Question

pre - laboratory exercise: 1. define the following terms: amphoteric a substance that can act both as an acid and base hydrate a compound that has water chemically bonded to it 2. a student reacts 1.005 g al with 50 ml of 4m naoh and an excess of h₂so₄ in solution to produce 15.20 g of sodium alum. a. calculate the molar mass of sodium alum, naal(so₄)₂·12h₂o. b. what is the theoretical yield of sodium alum? (the molar ratio between al and sodium alum is 1 to 1.) c. what is the percent yield of sodium alum?

Explanation:

Step1: Calculate molar mass of sodium alum

The molar - mass of each element: $M_{Na}=22.99\ g/mol$, $M_{Al}=26.98\ g/mol$, $M_{S}=32.07\ g/mol$, $M_{O}=16.00\ g/mol$, $M_{H}=1.01\ g/mol$.
For $NaAl(SO_{4})_{2}\cdot12H_{2}O$:
\[

$$\begin{align*} M&=M_{Na}+M_{Al}+2M_{S}+(2\times4 + 12)M_{O}+24M_{H}\\ &=22.99+26.98 + 2\times32.07+(8 + 12)\times16.00+24\times1.01\\ &=22.99+26.98+64.14 + 320+24.24\\ &=474.35\ g/mol \end{align*}$$

\]

Step2: Calculate moles of Al

The molar mass of Al is $M_{Al}=26.98\ g/mol$. The moles of Al, $n_{Al}=\frac{m_{Al}}{M_{Al}}=\frac{1.005\ g}{26.98\ g/mol}=0.03725\ mol$.
Since the molar ratio between Al and sodium alum is 1:1, the moles of sodium alum produced theoretically, $n_{theo}=n_{Al}=0.03725\ mol$.

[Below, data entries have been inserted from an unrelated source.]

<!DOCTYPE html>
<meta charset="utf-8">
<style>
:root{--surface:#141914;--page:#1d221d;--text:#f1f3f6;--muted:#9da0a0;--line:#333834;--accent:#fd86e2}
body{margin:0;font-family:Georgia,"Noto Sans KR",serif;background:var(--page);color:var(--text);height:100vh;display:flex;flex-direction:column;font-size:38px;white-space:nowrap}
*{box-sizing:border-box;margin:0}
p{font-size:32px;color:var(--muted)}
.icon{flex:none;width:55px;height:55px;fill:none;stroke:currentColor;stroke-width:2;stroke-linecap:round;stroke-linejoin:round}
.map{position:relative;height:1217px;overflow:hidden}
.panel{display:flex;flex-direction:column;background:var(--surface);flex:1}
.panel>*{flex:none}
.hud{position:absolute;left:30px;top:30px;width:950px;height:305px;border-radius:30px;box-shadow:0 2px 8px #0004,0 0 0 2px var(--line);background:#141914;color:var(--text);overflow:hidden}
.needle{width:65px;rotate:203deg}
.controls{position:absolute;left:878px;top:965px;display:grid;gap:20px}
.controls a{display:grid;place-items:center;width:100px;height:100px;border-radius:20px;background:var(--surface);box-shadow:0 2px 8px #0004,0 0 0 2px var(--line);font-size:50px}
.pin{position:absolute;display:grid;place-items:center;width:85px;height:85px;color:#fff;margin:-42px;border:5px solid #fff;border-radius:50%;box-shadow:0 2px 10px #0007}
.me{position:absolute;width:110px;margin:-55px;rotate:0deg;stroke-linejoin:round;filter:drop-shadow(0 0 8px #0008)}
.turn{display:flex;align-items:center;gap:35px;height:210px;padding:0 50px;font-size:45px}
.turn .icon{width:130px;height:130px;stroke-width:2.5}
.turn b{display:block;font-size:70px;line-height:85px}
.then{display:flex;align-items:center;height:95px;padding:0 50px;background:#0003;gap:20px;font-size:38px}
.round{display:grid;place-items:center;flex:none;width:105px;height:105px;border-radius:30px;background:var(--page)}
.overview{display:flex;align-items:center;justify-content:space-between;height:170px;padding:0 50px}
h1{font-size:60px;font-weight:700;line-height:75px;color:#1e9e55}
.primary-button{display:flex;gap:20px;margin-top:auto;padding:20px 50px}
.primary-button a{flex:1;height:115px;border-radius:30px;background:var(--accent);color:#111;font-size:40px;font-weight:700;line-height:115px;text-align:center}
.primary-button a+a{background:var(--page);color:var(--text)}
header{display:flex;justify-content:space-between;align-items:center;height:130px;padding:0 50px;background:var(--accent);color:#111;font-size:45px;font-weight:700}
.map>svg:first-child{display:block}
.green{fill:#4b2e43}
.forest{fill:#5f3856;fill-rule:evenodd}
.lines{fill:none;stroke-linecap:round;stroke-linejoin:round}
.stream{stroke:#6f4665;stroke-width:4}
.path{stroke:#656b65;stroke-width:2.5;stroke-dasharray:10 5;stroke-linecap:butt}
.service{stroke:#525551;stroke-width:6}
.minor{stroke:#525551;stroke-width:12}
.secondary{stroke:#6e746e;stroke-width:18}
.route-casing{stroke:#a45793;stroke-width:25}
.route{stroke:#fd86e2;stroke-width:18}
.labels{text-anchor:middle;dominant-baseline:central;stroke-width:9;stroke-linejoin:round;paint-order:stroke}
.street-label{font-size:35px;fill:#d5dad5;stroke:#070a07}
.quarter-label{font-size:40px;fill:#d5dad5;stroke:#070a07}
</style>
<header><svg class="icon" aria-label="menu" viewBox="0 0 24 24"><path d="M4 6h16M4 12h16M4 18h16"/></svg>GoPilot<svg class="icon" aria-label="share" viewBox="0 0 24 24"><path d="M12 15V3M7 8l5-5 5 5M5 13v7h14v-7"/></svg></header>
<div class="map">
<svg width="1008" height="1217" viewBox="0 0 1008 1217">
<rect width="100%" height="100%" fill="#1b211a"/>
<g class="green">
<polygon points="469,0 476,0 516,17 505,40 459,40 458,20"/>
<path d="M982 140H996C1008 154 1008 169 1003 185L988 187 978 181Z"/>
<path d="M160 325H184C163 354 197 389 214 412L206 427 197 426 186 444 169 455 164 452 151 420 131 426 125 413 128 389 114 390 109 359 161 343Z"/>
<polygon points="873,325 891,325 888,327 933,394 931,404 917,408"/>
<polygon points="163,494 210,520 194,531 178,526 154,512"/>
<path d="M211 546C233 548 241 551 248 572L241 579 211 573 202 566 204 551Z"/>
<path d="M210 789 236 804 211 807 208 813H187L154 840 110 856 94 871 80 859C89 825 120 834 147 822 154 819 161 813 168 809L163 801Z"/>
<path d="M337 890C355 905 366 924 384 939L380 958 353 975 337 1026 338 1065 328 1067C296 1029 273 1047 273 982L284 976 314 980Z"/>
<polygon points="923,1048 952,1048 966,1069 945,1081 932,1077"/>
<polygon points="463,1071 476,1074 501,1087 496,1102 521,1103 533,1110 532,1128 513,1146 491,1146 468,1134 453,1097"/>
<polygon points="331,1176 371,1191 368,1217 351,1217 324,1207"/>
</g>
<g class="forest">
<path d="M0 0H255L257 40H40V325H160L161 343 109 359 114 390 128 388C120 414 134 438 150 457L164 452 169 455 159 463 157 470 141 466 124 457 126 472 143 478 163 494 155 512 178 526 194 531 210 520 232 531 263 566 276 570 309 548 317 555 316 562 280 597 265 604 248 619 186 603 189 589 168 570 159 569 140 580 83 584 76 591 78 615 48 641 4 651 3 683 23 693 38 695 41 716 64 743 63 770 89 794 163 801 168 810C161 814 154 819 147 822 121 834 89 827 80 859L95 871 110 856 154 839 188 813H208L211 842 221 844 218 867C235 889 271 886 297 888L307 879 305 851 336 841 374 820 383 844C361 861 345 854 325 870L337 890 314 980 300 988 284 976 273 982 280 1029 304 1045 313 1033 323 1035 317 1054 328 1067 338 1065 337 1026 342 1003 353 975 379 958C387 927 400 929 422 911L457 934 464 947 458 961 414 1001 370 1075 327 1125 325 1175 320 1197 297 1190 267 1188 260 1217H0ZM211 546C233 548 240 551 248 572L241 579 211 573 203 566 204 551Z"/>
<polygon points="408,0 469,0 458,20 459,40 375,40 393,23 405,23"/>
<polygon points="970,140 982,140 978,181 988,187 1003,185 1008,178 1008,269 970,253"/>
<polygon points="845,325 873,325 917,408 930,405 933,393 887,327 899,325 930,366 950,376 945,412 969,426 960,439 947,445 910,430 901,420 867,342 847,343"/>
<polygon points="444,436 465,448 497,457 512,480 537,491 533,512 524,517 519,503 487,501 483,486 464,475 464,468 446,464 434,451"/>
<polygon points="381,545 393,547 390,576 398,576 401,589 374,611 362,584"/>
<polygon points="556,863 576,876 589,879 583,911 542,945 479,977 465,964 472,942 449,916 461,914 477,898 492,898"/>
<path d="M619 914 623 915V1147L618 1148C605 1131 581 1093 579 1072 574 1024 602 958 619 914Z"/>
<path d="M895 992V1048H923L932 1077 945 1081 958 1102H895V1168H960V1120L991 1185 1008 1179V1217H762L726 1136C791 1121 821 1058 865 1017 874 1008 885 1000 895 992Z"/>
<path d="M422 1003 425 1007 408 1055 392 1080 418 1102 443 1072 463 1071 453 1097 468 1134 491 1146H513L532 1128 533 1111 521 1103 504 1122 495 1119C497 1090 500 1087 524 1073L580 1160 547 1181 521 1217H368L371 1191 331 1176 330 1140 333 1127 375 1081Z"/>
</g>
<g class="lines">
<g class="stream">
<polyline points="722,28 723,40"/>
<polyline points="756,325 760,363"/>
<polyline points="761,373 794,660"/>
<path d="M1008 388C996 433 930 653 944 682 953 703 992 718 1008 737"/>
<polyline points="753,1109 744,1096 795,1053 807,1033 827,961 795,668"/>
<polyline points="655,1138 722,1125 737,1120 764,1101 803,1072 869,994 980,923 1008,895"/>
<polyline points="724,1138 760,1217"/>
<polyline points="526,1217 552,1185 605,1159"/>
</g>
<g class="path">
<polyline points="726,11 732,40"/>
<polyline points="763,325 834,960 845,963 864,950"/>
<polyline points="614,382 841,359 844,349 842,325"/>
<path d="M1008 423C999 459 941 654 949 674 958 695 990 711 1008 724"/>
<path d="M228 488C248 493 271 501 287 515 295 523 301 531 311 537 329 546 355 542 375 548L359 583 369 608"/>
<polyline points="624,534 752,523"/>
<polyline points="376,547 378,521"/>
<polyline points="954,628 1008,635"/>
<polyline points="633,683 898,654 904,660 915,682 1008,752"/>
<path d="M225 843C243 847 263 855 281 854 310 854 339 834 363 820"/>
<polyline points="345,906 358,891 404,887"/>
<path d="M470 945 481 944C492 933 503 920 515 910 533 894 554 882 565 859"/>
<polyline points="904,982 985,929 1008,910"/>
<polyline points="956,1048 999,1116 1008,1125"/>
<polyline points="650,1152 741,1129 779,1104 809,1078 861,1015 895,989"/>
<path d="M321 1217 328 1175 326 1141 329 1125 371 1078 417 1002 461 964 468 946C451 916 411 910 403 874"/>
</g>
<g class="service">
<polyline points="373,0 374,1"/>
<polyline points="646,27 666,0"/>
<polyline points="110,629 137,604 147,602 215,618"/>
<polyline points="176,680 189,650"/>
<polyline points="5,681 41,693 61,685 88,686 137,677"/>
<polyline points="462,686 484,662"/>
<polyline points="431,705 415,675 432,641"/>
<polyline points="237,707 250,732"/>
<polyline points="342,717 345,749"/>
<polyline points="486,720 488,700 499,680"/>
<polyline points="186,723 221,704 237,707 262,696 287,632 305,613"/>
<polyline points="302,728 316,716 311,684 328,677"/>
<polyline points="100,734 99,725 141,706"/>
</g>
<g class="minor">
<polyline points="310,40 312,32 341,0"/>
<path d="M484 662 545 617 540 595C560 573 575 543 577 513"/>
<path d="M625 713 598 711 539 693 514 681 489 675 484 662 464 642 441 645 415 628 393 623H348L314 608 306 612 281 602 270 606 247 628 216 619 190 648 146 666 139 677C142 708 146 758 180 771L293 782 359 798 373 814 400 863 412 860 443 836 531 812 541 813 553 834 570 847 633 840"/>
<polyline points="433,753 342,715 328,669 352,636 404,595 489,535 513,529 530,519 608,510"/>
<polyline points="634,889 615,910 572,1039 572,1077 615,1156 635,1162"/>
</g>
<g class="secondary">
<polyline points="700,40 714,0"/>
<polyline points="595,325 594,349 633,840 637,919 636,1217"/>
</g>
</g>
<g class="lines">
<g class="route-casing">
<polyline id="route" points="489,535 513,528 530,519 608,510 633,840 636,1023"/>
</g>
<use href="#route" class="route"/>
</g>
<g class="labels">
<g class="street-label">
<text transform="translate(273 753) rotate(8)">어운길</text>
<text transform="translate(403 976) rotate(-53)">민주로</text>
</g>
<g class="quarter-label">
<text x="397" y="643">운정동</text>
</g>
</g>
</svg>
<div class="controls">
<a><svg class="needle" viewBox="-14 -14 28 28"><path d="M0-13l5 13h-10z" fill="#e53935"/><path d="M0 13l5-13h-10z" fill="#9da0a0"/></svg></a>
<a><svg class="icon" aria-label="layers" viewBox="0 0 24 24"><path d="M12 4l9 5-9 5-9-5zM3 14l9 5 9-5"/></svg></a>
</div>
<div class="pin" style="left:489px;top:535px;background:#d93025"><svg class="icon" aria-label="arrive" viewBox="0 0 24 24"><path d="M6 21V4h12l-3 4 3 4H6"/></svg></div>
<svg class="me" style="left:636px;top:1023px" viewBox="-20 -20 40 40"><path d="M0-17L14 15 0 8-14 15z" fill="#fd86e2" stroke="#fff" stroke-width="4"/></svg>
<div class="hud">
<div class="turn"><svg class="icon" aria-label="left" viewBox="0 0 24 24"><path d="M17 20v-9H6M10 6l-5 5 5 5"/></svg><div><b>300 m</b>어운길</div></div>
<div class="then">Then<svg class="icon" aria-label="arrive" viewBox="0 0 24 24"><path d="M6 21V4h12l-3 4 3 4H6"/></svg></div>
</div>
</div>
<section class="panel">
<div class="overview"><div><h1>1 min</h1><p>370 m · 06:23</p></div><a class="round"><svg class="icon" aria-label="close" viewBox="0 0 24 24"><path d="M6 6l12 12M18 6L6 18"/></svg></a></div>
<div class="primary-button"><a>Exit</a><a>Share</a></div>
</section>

Step3: Calculate theoretical yield of sodium alum

The theoretical yield, $m_{theo}=n_{theo}\times M$, where $M = 474.35\ g/mol$. So $m_{theo}=0.03725\ mol\times474.35\ g/mol = 17.67\ g$.

Step4: Calculate percent yield of sodium alum

The percent yield is given by the formula $\text{Percent Yield}=\frac{m_{actual}}{m_{theo}}\times100\%$. Given $m_{actual}=15.20\ g$ and $m_{theo}=17.67\ g$.
$\text{Percent Yield}=\frac{15.20\ g}{17.67\ g}\times100\% = 86.02\%$

Answer:

a. The molar mass of sodium alum, $NaAl(SO_{4})_{2}\cdot12H_{2}O$ is $474.35\ g/mol$.
b. The theoretical yield of sodium alum is $17.67\ g$.
c. The percent yield of sodium alum is $86.02\%$.